Plus when we do see her she is so hard on them compared to my eldest and nieces and nephews. Unnecessarily so. So I don’t invite her to visit/visit her as much as a result…

She has previously looked after my eldest in summer holidays when twins in daycare. Now that the twins are at school I’m going to have to stop her doing that as they will notice (they already get upset that the eldest gets to go but they don’t). I don’t want them to notice they are second class citizens in her book.

It hurts. I don’t know what they did to deserve it other than being born a twin and to her least favourite child (but she likes my eldest?)

PizzaCrust · 07/06/2021 03:33

I feel awful for you. It certainly seems like your DP being from a different caste is why she’s taking it out on your youngest DD.

Honestly, I’d stop visiting and let her get upset. When she rings you you can explain to her that the last meeting made you felt like DD2 was unwanted by her, and until she can accept DD2 you won’t be going around as it’s unfair on her and your son to be.

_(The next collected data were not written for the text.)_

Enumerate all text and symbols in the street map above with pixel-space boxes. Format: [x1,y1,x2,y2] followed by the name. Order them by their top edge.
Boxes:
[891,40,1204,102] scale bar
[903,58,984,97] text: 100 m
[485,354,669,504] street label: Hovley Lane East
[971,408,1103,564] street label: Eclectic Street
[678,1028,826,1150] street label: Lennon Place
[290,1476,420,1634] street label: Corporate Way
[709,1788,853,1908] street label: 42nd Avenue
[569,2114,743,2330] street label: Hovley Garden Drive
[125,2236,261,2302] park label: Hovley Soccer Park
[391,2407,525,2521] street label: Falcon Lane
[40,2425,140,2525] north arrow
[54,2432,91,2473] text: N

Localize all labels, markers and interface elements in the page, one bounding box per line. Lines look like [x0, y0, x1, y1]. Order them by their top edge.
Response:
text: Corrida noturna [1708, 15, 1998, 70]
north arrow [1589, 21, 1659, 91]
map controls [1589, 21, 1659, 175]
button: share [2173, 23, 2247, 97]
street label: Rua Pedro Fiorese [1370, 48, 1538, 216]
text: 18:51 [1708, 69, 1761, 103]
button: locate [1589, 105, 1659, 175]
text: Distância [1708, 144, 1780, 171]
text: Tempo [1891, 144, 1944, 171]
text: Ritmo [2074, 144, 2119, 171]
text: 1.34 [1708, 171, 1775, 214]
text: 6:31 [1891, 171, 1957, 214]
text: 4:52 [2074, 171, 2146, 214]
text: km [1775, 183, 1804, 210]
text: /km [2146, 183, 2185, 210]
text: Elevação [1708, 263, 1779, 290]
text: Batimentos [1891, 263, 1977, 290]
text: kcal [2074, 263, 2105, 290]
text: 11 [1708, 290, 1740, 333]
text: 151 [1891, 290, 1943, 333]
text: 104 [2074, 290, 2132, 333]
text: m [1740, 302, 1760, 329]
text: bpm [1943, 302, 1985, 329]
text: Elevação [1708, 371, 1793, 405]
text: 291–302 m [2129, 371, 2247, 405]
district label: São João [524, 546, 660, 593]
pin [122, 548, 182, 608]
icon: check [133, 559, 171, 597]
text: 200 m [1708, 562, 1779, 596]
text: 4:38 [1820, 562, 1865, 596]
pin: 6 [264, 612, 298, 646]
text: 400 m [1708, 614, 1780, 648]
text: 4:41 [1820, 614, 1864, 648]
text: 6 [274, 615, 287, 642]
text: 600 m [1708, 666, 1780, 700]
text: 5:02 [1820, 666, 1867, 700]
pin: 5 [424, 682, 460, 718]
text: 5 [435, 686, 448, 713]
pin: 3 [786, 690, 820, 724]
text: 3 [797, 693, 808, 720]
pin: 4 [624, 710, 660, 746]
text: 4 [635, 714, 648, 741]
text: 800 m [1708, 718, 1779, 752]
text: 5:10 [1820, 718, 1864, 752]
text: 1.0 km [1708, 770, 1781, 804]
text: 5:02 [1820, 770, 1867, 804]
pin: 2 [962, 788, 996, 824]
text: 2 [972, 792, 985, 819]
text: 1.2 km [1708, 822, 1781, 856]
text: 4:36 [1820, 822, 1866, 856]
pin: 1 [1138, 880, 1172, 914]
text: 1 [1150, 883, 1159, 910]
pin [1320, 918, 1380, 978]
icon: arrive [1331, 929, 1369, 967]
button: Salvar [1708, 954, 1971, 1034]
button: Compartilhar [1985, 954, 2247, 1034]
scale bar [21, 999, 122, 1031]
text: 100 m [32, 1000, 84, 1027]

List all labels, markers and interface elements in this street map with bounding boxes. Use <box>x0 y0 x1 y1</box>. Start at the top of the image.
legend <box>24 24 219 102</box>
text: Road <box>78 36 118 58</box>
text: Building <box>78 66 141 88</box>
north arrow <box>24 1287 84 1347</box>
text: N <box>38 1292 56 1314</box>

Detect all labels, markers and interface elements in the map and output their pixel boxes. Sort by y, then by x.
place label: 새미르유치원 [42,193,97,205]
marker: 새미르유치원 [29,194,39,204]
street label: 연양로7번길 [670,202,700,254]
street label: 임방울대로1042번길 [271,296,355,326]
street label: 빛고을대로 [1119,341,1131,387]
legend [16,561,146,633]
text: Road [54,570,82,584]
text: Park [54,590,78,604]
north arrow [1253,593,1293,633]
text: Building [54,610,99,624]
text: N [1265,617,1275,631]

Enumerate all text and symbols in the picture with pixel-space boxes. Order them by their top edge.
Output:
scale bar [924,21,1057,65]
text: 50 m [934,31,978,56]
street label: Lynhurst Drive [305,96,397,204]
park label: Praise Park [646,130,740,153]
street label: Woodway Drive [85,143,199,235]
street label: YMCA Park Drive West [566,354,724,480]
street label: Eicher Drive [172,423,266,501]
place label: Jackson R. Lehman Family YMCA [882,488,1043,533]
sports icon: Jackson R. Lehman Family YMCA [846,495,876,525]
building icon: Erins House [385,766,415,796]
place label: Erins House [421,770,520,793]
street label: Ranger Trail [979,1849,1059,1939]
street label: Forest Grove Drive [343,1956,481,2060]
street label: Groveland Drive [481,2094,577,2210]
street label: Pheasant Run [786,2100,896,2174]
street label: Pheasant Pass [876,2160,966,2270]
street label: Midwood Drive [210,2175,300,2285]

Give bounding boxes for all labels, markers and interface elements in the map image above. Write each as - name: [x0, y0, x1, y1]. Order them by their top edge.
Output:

She is being a bit of a bitch, here. I’d also ignore any posters saying you’re being unreasonable. Mumsnet is a weird parallel universe where some individuals think it’s “cool” to never expect anything from family members and love to have a big brag about it. You’re going in for a c section, not having a 3 day bender. Of course she should have your child so you can welcome DS into the world with your partner.

Pixxie7 · 07/06/2021 04:46

Although it is clearly upsetting if your mum doesn’t feel able to after your daughter surly it better she is honest to enable you to find someone else.it’s a lot different looking after a ten year old and a 2 year old.